Source records
■ ■ ■
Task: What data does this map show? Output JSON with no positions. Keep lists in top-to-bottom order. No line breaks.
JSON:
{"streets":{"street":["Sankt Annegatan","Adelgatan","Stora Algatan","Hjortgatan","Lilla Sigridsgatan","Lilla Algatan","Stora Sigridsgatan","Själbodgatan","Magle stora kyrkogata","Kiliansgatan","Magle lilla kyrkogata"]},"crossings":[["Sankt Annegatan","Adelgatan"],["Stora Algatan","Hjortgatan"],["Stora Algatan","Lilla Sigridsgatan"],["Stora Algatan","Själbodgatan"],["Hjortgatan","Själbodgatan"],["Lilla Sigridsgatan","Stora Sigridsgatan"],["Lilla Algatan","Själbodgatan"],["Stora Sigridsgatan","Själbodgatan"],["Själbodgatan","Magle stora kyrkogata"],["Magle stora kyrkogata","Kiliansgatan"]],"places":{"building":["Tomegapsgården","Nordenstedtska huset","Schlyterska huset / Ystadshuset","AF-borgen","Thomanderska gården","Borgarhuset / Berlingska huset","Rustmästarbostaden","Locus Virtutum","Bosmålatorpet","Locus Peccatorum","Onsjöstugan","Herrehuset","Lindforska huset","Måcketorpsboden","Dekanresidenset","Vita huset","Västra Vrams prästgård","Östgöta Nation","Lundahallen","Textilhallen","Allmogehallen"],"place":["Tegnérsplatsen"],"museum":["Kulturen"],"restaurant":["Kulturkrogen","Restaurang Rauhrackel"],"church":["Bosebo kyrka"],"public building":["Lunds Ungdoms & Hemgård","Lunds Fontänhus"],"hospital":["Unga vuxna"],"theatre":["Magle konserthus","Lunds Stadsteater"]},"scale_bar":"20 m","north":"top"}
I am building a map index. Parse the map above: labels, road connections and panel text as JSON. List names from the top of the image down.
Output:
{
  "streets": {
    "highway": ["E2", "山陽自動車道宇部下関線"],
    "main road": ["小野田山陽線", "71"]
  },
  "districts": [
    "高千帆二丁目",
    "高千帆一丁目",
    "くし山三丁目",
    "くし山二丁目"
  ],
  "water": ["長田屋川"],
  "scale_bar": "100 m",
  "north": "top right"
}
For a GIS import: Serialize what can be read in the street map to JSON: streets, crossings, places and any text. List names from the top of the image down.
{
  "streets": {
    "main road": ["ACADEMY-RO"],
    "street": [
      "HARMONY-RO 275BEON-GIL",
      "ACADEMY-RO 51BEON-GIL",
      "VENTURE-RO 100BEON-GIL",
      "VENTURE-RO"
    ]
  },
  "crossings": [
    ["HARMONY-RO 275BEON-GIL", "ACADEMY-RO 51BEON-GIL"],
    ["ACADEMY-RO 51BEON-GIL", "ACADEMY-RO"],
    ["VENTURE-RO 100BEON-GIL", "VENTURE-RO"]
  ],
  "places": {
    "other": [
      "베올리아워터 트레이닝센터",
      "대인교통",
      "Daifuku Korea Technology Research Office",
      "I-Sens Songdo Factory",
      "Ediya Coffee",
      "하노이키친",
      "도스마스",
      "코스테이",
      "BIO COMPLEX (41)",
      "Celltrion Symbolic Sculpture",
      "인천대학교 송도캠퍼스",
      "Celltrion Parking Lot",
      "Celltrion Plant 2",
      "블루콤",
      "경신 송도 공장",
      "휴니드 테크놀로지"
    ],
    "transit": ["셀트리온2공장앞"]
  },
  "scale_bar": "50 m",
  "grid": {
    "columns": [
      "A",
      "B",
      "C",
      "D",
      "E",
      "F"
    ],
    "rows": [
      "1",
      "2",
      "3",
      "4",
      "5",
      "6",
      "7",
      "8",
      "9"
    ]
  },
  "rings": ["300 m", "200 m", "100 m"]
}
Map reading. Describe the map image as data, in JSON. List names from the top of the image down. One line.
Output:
■ ■ ■
• _Directions_
How many lines in these records hold the string "data"? Reply with the number alone.

• _Result of the exercise_
2